Spaß beiseite, leider kann eine Band wie Vroudenspil
bei weitem nicht von der Musik leben, der Beruf muss vorgehen, will man nicht
irgendwann in der von Vroudenspil besungenen Gosse enden.
Ein schwerer Verlust keine Frage, trotzdem scheint man
mit einem Nachfolger auch auf diese Situation schon gut gerüstet zu sein.
Bleibt die Hoffnung, dass die Fans den Neuen mit offenen Armen empfängt und nicht
gleich mit Vergleichen daherkommt. Vielleicht war es die traurige
Nachricht, die auf die Stimmung drückte. Denn erst zum Schluss gelang es
Vroudenspil das Publikum wieder vollends zu begeistern. Bis Ratz der Truppe
aber endgültig Lebewohl sagt, wird es noch die Konzerte der Eisheiligen Nacht
geben, wer die Piratenmeute also noch einmal in alter Besetzung erleben will
sollte sich beeilen und eines der Konzerte besuchen.
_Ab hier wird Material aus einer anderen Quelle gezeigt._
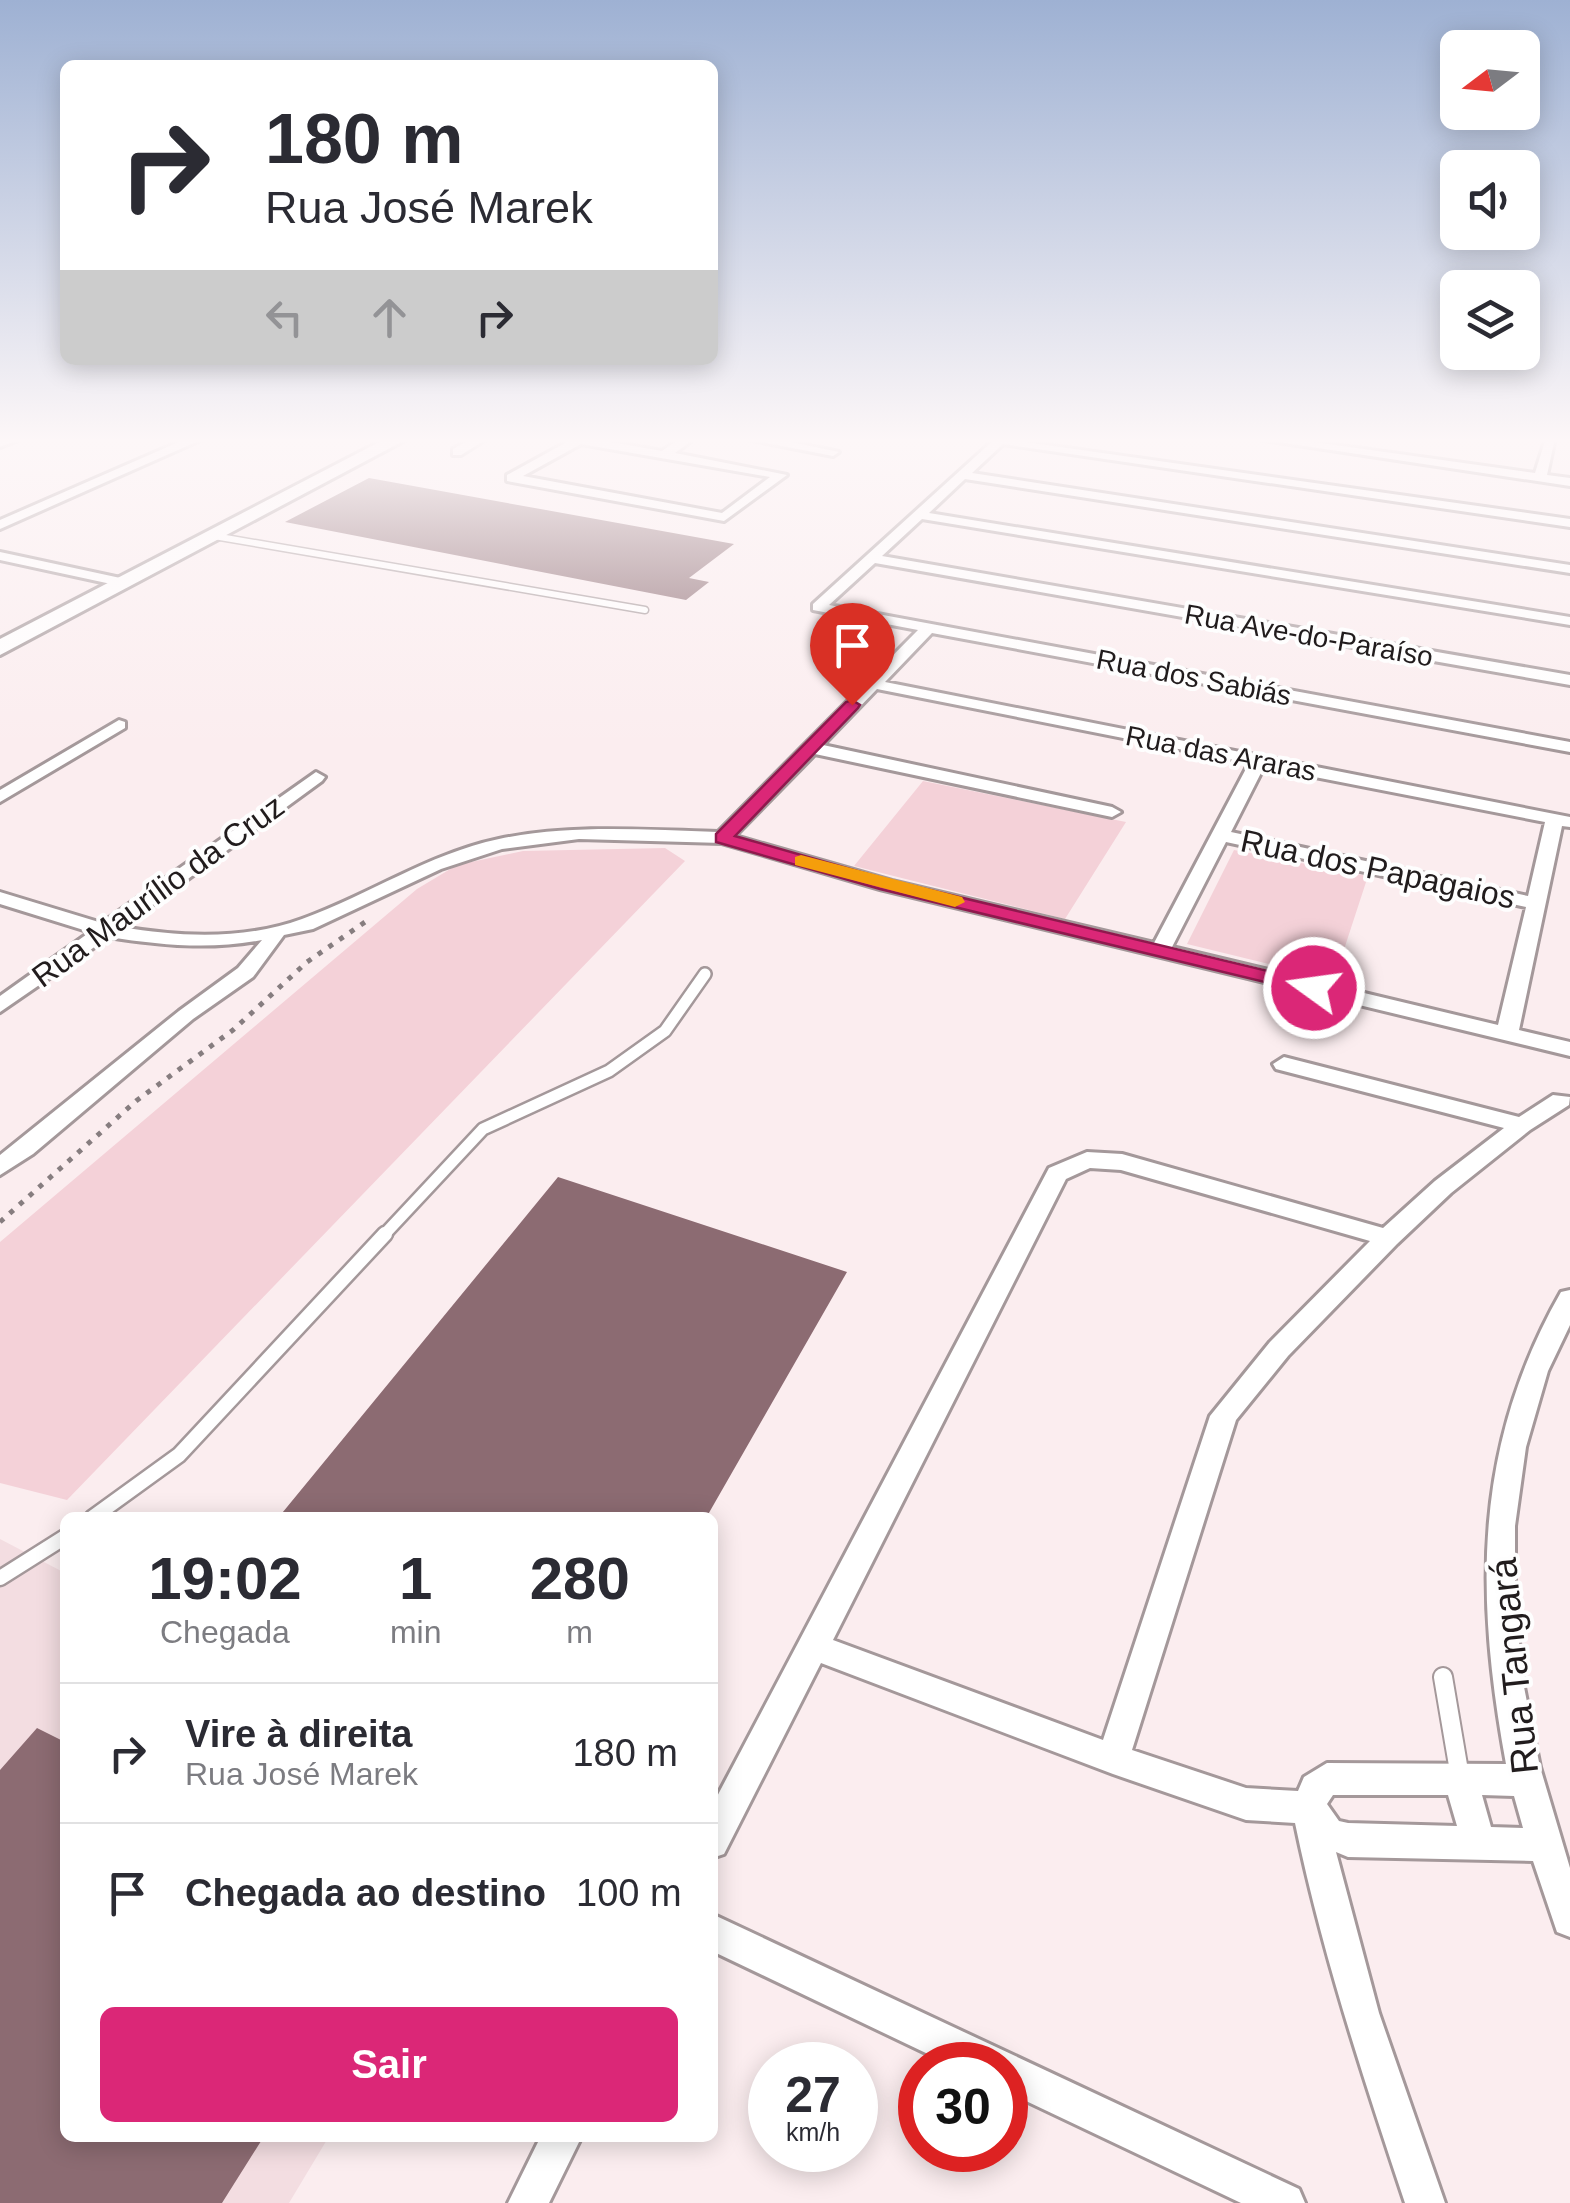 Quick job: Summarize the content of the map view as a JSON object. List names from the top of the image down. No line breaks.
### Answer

Lohnen tut sich das immer. 2017 wird man dann sehen,
wie sich der Sound mit neuem Sänger verändern wird, wie gesagt ein Tanzt! ohne Vroudenspil
– undenkbar.
Subway to Sally
Mit dem
Headliner das Beste zum Schluss, gar nicht so einfach für Subway to Sally
diesen Anspruch bei dem extrem gelungenen Line-Up und besonders auch wegen des
furiosen Versengold-Auftritts auch zu erfüllen. Eine große Hilfe dabei ist ohne
Frage die inzwischen wirklich extrem große Discographie die wahrlich nur so
strotzt vor Hits. Und so ist jedes Subway to Sally Konzert aufs Neue schon
allein wegen der Setlist äußerst spannend. Schön, dass die Band ihre Auftritte
nie als Best of Hitsammlung abspult sondern es immer schafft eine gute Mischung
von bekanntem und nicht so bekannten, von Hits und eher unbekannten Songjuwelen
und von neuen und alten Liedern zu finden.
Wie zum Beispiel der Song Seemannslied vom Nord Nord Ost Album 2005 erschienen,
den man sehr zur Freude des Publikums für das Tanzt! ausgegraben hat.
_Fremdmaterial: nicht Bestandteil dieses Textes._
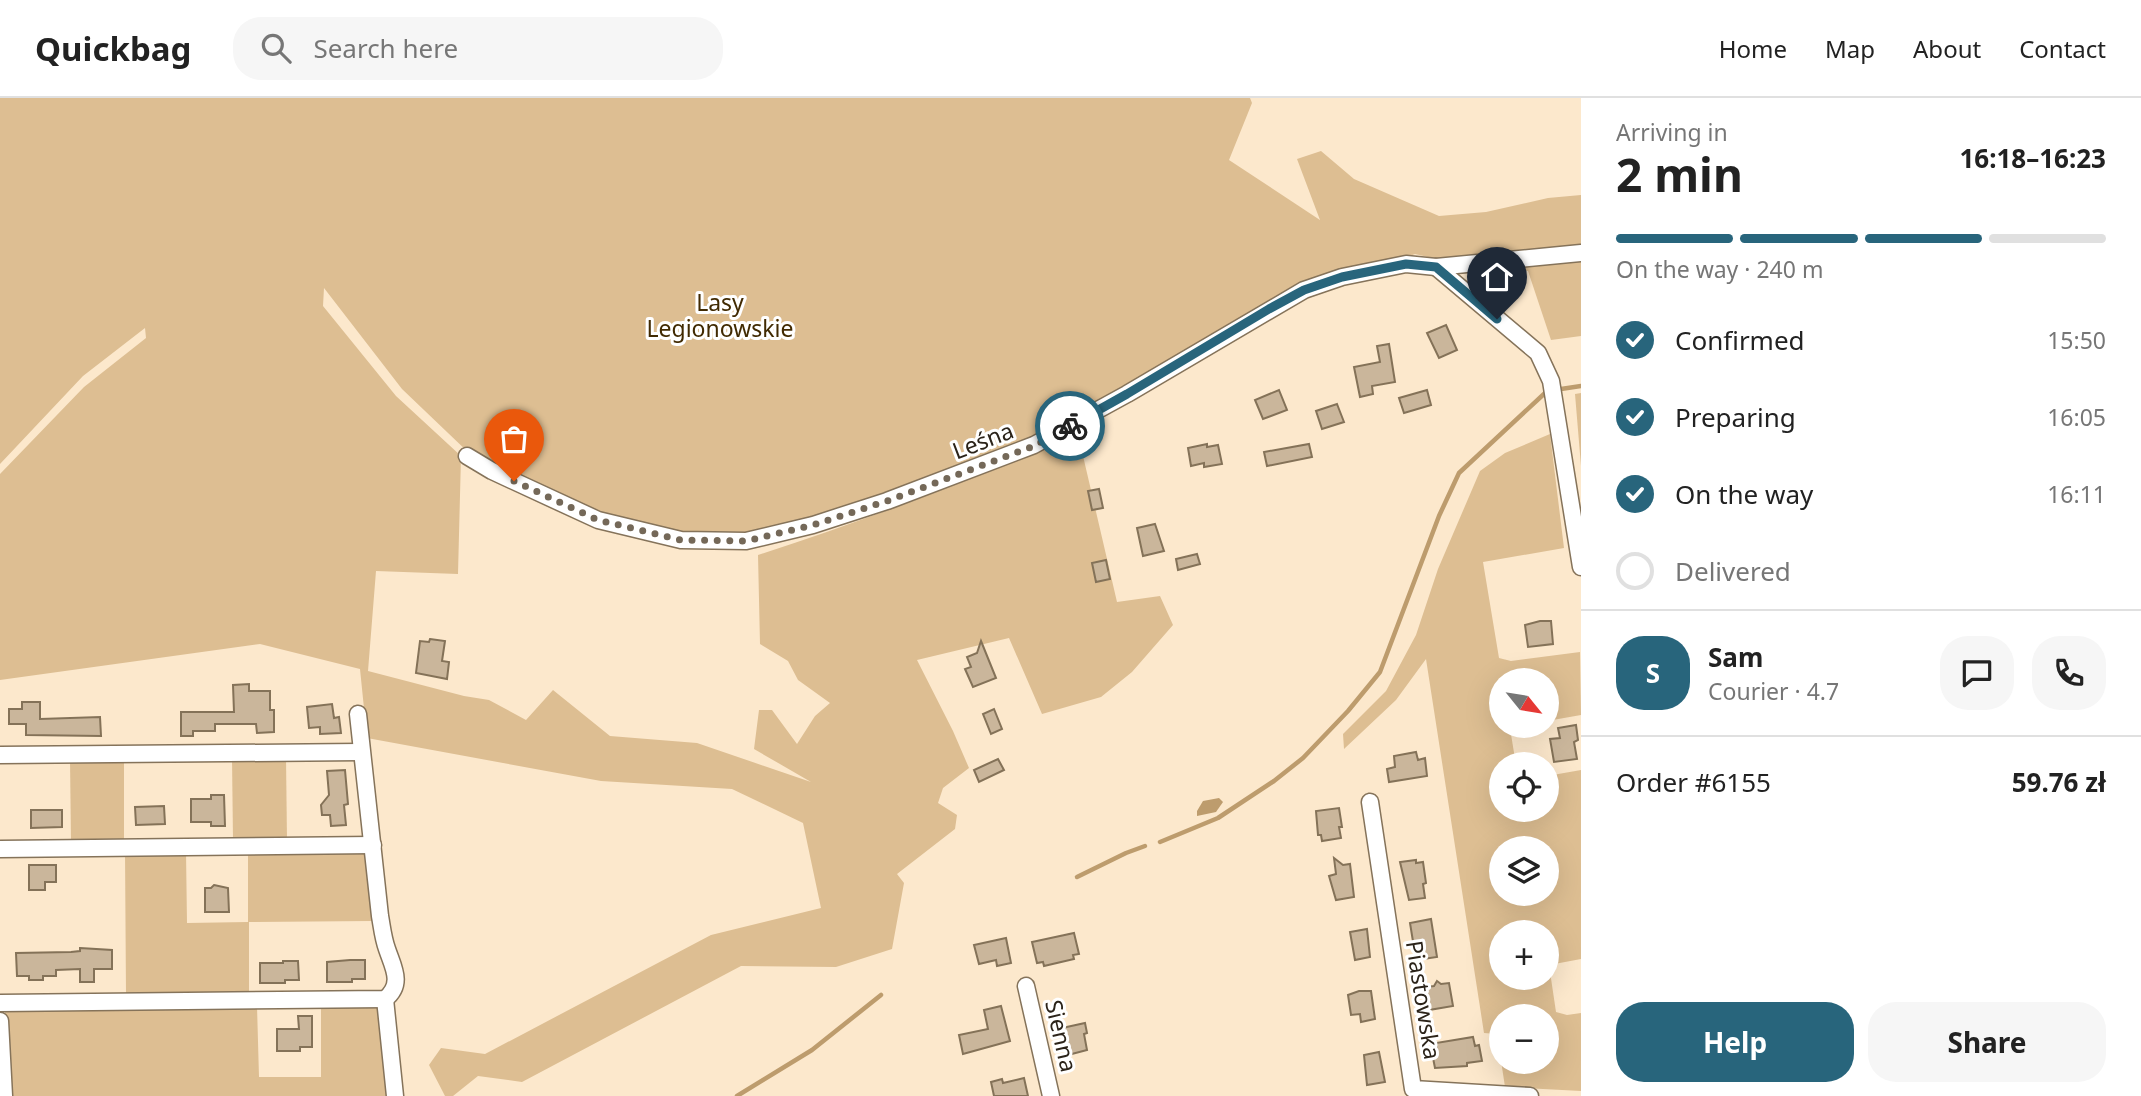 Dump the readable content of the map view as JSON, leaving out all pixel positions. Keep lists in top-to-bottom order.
{
  "streets": {
    "street": ["Leśna", "Piastowska", "Sienna"]
  },
  "parks": ["Lasy Legionowskie"],
  "north": "bottom right",
  "page": {
    "header": "Quickbag",
    "search": "Search here",
    "nav": [
      "Home",
      "Map",
      "About",
      "Contact"
    ],
    "heading": ["2 min", "Arriving in", "16:18–16:23"],
    "panel": [
      "Sam",
      "Courier · 4.7",
      "Order #6155",
      "59.76 zł"
    ],
    "bar": "On the way · 240 m",
    "list": [
      ["Confirmed", "15:50"],
      ["Preparing", "16:05"],
      ["On the way", "16:11"],
      "Delivered"
    ],
    "round": "S",
    "map_buttons": ["+", "−"],
    "buttons": ["Help", "Share"]
  }
}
Knochenschiff, Mitgift, Arme Ellen Schmitt, Eisblumen, Sag dem Teufel, Maria,
Das schwarze Meer, Kleid aus Rosen, Falscher Heiland und Sieben, der
Mitsingfaktor bei Subway to Sally Konzerten ist gewaltig, der Spaß den die Band
um ihren bestens aufgelegten Frontmann Eric Fish von der Bühne ins Publikum
überträgt, ebenso. Und die, also die Band, präsentierte sich in neuer
Besetzung. Denn leider hat eines der Gesichter der Band schlechthin "Frau
Schmitt" nach 25 Jahren einen Schlussstrich unter das Kapitel Subway to
Sally gezogen. Damit verliert die Band nicht nur einen echten Sympathieträger,
sondern auch eine hervorragende Musikerin, die den Erfolg der band entscheidend
mitgeprägt hat. Dass der Abschied kein Loch reißt, dafür hat "Frau
Schmitt" höchst selbst gesorgt und mit Ally the Fiddle hat die Band nun
ihre gute Freundin als neues Bandmitglied dabei. Und das ist ein echter
Glücksfall für Subway to Sally.
Das kann man über die Lichtshow allerdings nicht gerade behaupten. Ein echtes
Ärgernis ist es, dass man dem famosen Schlagzeuger der Band Simon Michael die
meiste Zeit im Dunkeln trommeln lässt. Somit bleibt vielen Besuchern auch
verborgen, was dieser so alles an den Drums veranstaltet. Wirklich schade.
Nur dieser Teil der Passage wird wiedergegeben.